Murayama says PM should honor 1995 apology for Japan's past actions
Former Japanese Prime Minister Tomiichi Murayama said on Wednesday that Japanese leader Shinzo Abe "has no choice but to honor the Murayama Statement" and urged him to be honest about Japan's wartime aggression.
Murayama's remarks came amid increasing tension in Northeast Asia over Tokyo's reluctance to fully shoulder responsibility for forcing Asian women into sexual slavery during World War II and the Sino-Japanese War. Murayama, 90, is on a three-day tour of South Korea that began on Tuesday.
"All previous prime ministers of Japan said they would inherit the Murayama Statement.
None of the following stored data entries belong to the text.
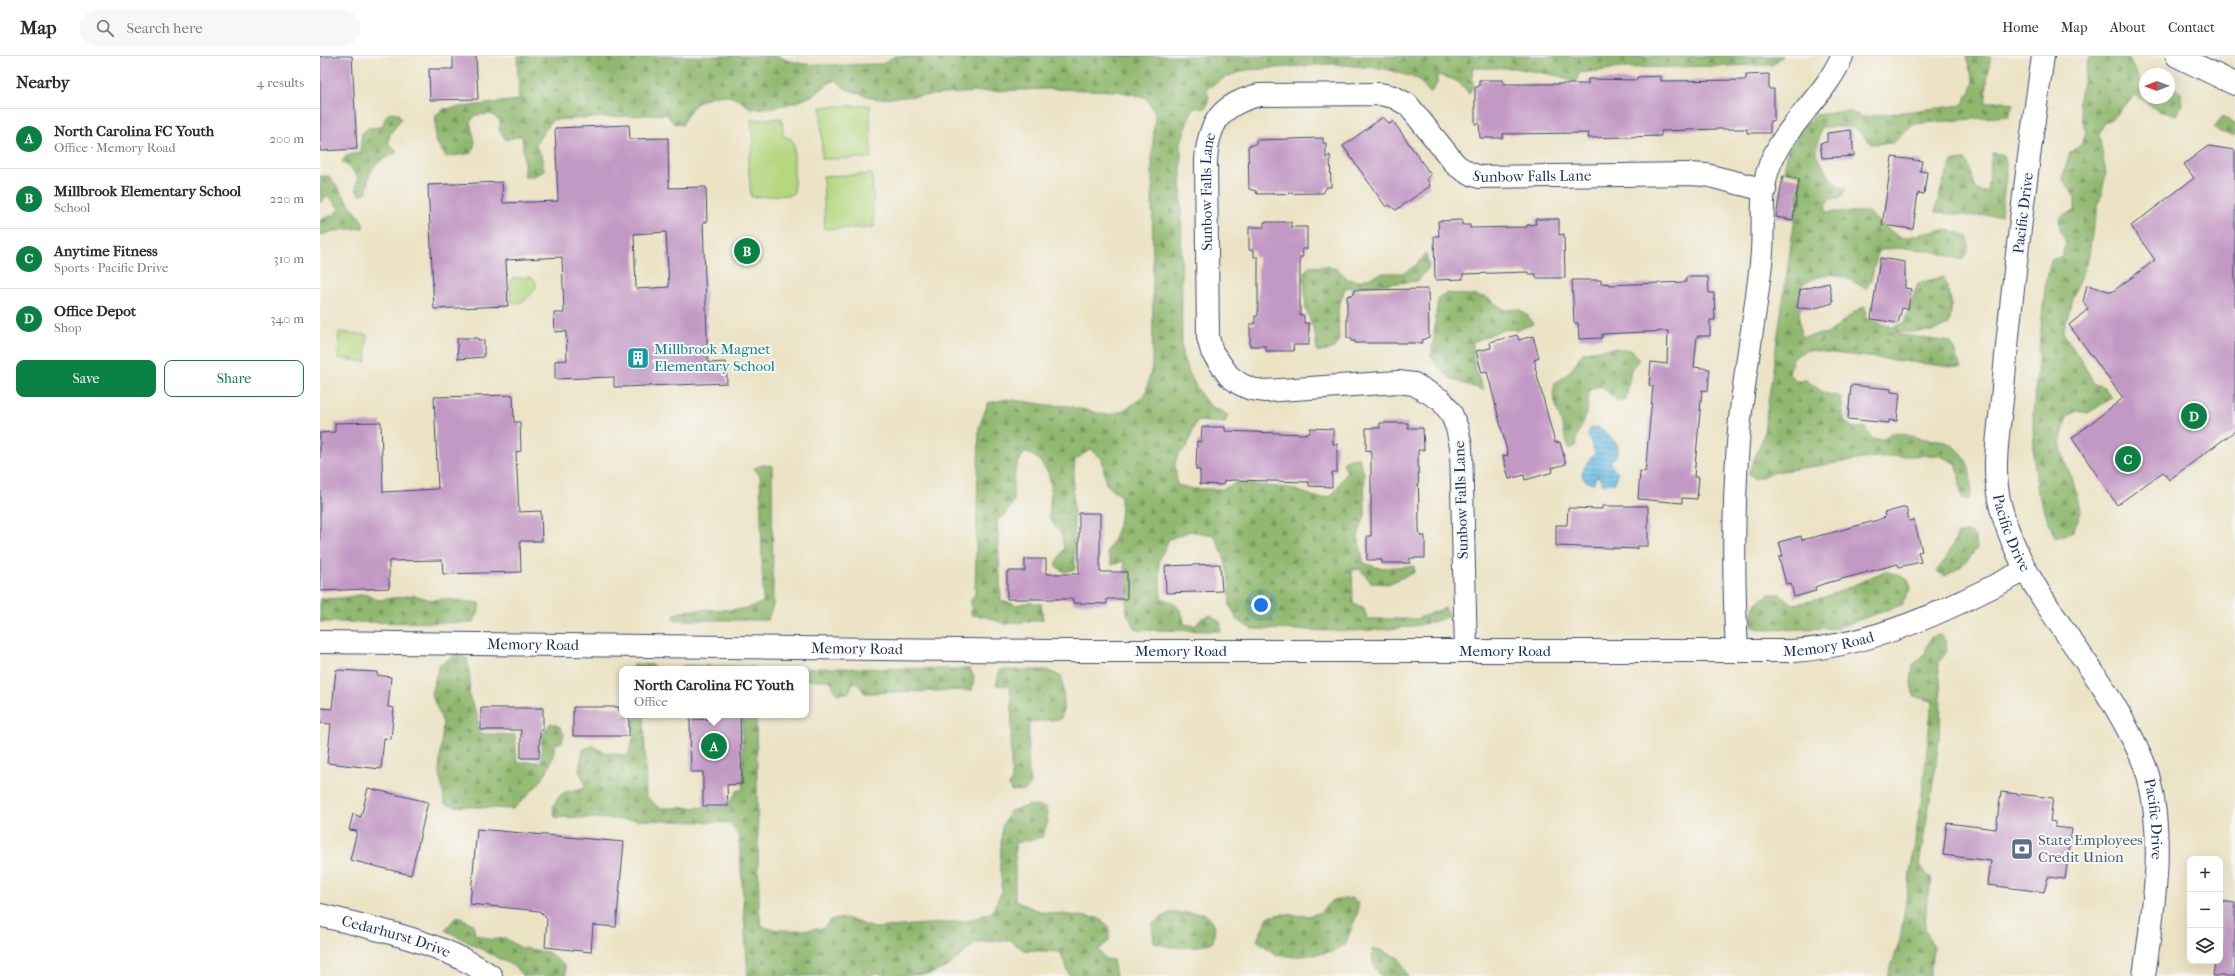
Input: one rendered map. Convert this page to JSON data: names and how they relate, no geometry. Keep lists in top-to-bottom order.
{
  "streets": {
    "street": [
      "Sunbow Falls Lane",
      "Pacific Drive",
      "Memory Road",
      "Cedarhurst Drive"
    ]
  },
  "crossings": [
    ["Sunbow Falls Lane", "Memory Road"],
    ["Pacific Drive", "Memory Road"]
  ],
  "places": {
    "building": ["Millbrook Magnet Elementary School"],
    "bank": ["State Employees Credit Union"]
  },
  "north": "left",
  "page": {
    "header": "Map",
    "search": "Search here",
    "nav": [
      "Home",
      "Map",
      "About",
      "Contact"
    ],
    "heading": ["Nearby", "4 results"],
    "list": [
      {
        "mark": "A",
        "name": "North Carolina FC Youth",
        "note": "Office · Memory Road",
        "value": "200 m"
      },
      {
        "mark": "B",
        "name": "Millbrook Elementary School",
        "note": "School",
        "value": "220 m"
      },
      {
        "mark": "C",
        "name": "Anytime Fitness",
        "note": "Sports · Pacific Drive",
        "value": "310 m"
      },
      {
        "mark": "D",
        "name": "Office Depot",
        "note": "Shop",
        "value": "340 m"
      }
    ],
    "pins": [
      "B",
      "D",
      "C",
      "A"
    ],
    "buttons": ["Save", "Share"],
    "popup": ["North Carolina FC Youth", "Office"],
    "map_buttons": ["+", "−"]
  }
}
Abe has also stated that he would inherit the statement. I believe there has been no falsehood in that pledge," Murayama said during his lecture to South Korean lawmakers at their parliamentary headquarters.
During his time in office in 1995, he made an official apology called the "Murayama Statement" that takes responsibility for Japan's past atrocities and wartime aggression during its colonial rule.
Qu Xing, president of the China Institute of International Studies, warned that the current Japanese government has sought opportunities to deny the nation's wartime crimes.
"Several prominent figures in Japanese politics have publicly defended the so-called legitimacy and necessity of forcing women into sexual slavery in times of war, saying that many nations had also done the same thing," Qu said.
Abe stunned the international community last May when he told the Japanese parliament that "so far there has been no unified definition of 'aggression'".
That same month, Yoshihide Suga, Japan's chief cabinet secretary, also triggered controversy after he stated without any elaboration that the Abe cabinet would continue to "inherit the spirit of the Murayama Statement".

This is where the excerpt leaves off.